Monday, April 7, 2008

What does sarcoma feel like?

After my diagnosis, I began making plans for a second opinion. For reasons I'll discuss later, I ended up with an appointment at Memorial Sloan-Kettering Cancer Center in New York, and in preparation for that visit I spent a bit of time on their soft-tissue sarcoma website. 

One particular entry on their FAQ grabbed me:
Is sarcoma painful?
No. Pain is uncommon in sarcoma unless it is very advanced or in special rare sites.
I was (and am) fascinated by that flat "No." 

Sure, there's a little hedging with the advanced and the "special rare sites" business -- what part of the human body, by the way, is "special and rare," where is the sarcoma Area 51? -- but the hallowed Sloan-Kettering is basically saying soft-tissue sarcoma doesn't hurt. 

Well, yay. Caught a break on that one.

Sure, it doesn't hurt -- it doesn't hurt in the way that I imagine that the initial impact of a bullet doesn't hurt. The tearing and rending of flesh part hurts; those darn complications hurt. But initially, you know, it's not so bad. Shock covers it.

I could go on making easy jokes, but despite some stretches of what I would call pretty significant pain, I think there's probably more truth in Sloan's glibly reassuring authority than I am crediting. 

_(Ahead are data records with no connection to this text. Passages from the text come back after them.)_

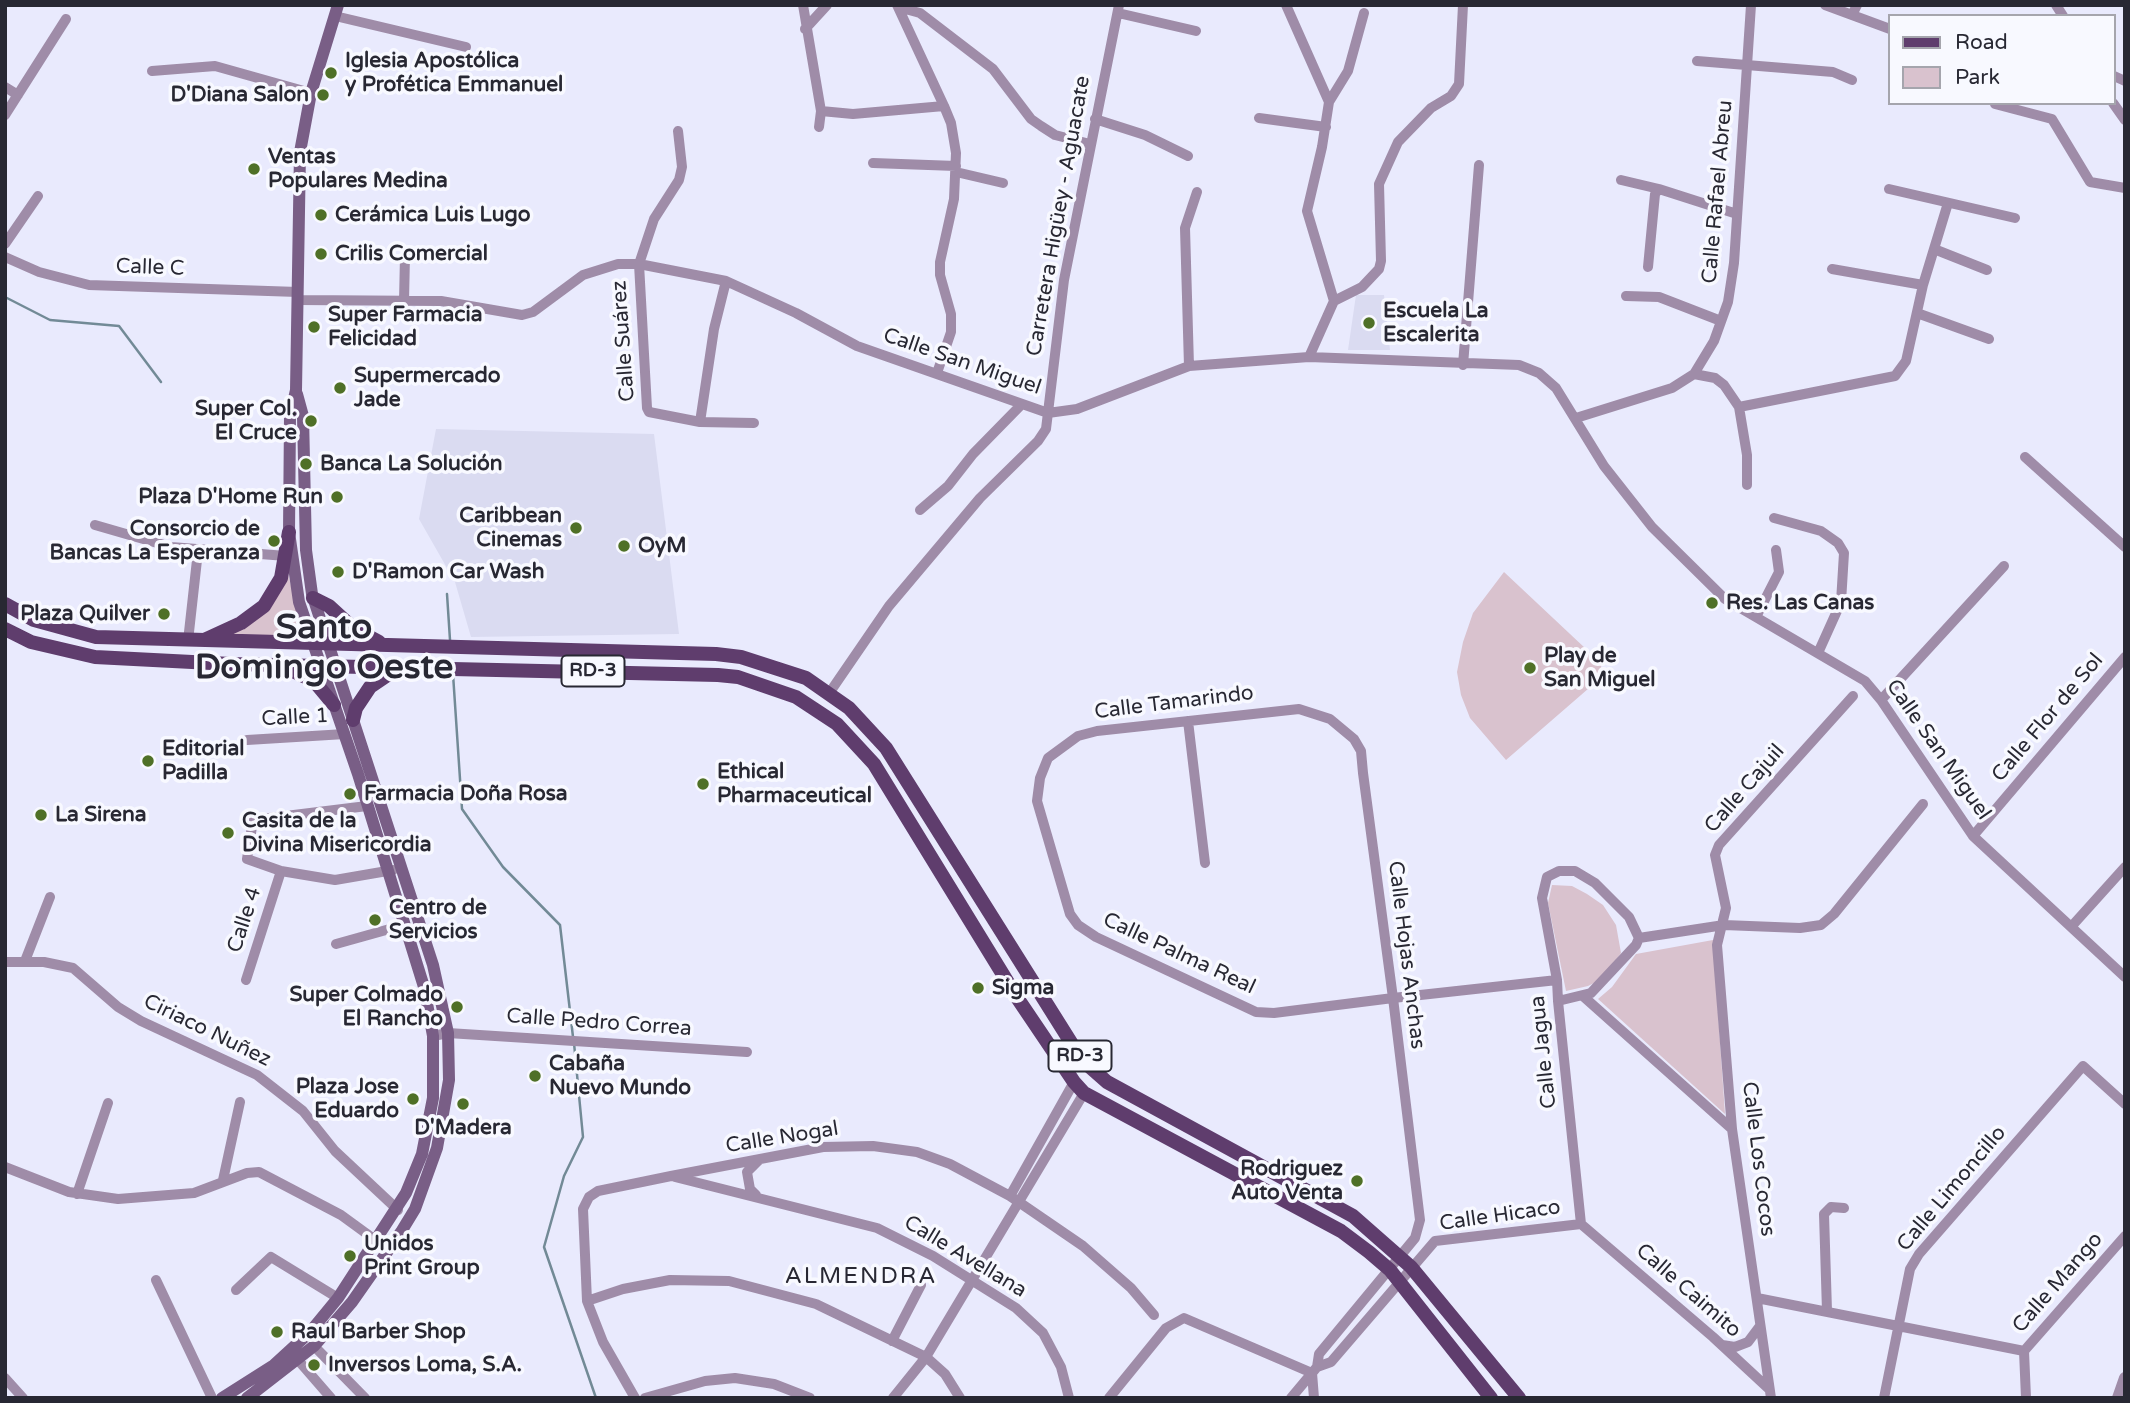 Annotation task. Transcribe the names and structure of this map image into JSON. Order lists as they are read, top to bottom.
{
  "streets": {
    "main road": ["RD-3"],
    "street": [
      "Calle Rafael Abreu",
      "Carretera Higüey - Aguacate",
      "Calle C",
      "Calle Suárez",
      "Calle San Miguel",
      "Calle Tamarindo",
      "Calle 1",
      "Calle Flor de Sol",
      "Calle Cajuil",
      "Calle 4",
      "Calle Palma Real",
      "Calle Hojas Anchas",
      "Calle Pedro Correa",
      "Ciriaco Nuñez",
      "Calle Jagua",
      "Calle Nogal",
      "Calle Los Cocos",
      "Calle Limoncillo",
      "Calle Hicaco",
      "Calle Avellana",
      "Calle Mango",
      "Calle Caimito"
    ]
  },
  "crossings": [
    ["Carretera Higüey - Aguacate", "Calle San Miguel"],
    ["Carretera Higüey - Aguacate", "RD-3"],
    ["Calle C", "Calle San Miguel"],
    ["Calle Suárez", "Calle San Miguel"],
    ["Calle San Miguel", "Calle Flor de Sol"],
    ["RD-3", "Calle Hicaco"],
    ["Calle Tamarindo", "Calle Palma Real"],
    ["Calle Tamarindo", "Calle Hojas Anchas"],
    ["Calle Cajuil", "Calle Los Cocos"],
    ["Calle Palma Real", "Calle Hojas Anchas"],
    ["Calle Palma Real", "Calle Jagua"],
    ["Calle Jagua", "Calle Hicaco"],
    ["Calle Jagua", "Calle Caimito"],
    ["Calle Nogal", "Calle Avellana"],
    ["Calle Los Cocos", "Calle Caimito"],
    ["Calle Hicaco", "Calle Caimito"]
  ],
  "districts": ["Santo Domingo Oeste", "ALMENDRA"],
  "places": [
    "Iglesia Apostólica y Profética Emmanuel",
    "D'Diana Salon",
    "Ventas Populares Medina",
    "Cerámica Luis Lugo",
    "Crilis Comercial",
    "Escuela La Escalerita",
    "Super Farmacia Felicidad",
    "Supermercado Jade",
    "Super Col. El Cruce",
    "Banca La Solución",
    "Plaza D'Home Run",
    "Caribbean Cinemas",
    "Consorcio de Bancas La Esperanza",
    "OyM",
    "D'Ramon Car Wash",
    "Res. Las Canas",
    "Plaza Quilver",
    "Play de San Miguel",
    "Editorial Padilla",
    "Ethical Pharmaceutical",
    "Farmacia Doña Rosa",
    "La Sirena",
    "Casita de la Divina Misericordia",
    "Centro de Servicios",
    "Sigma",
    "Super Colmado El Rancho",
    "Cabaña Nuevo Mundo",
    "Plaza Jose Eduardo",
    "D'Madera",
    "Rodriguez Auto Venta",
    "Unidos Print Group",
    "Raul Barber Shop",
    "Inversos Loma, S.A."
  ],
  "legend": ["Road", "Park"]
}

Most of my own pain has been secondary to treatment (radiation was very difficult, as were some of the surgeries) or has resulted from the advancement of the disease. Epithelioid sarcoma is notorious for being diagnosed late -- often as long as a year after showing symptoms -- because it masquerades as something benign like a wart or a shallow little lump under the flesh. The archetypal story is someone noticing a hard little bump on a hand or a foot, eventually getting seen by a dermatologist for some sort of local treatment (perhaps "drainage," or even excision), then the bump returning and/or spreading as doctors and patient get progressively more concerned about the condition and eventually arrive at a correct diagnosis. At one Italian hospital, 29 of 54 ES patients waited longer than six months for diagnosis. From what I've seen in other papers, that kind of delay is fairly typical, maybe even better than average.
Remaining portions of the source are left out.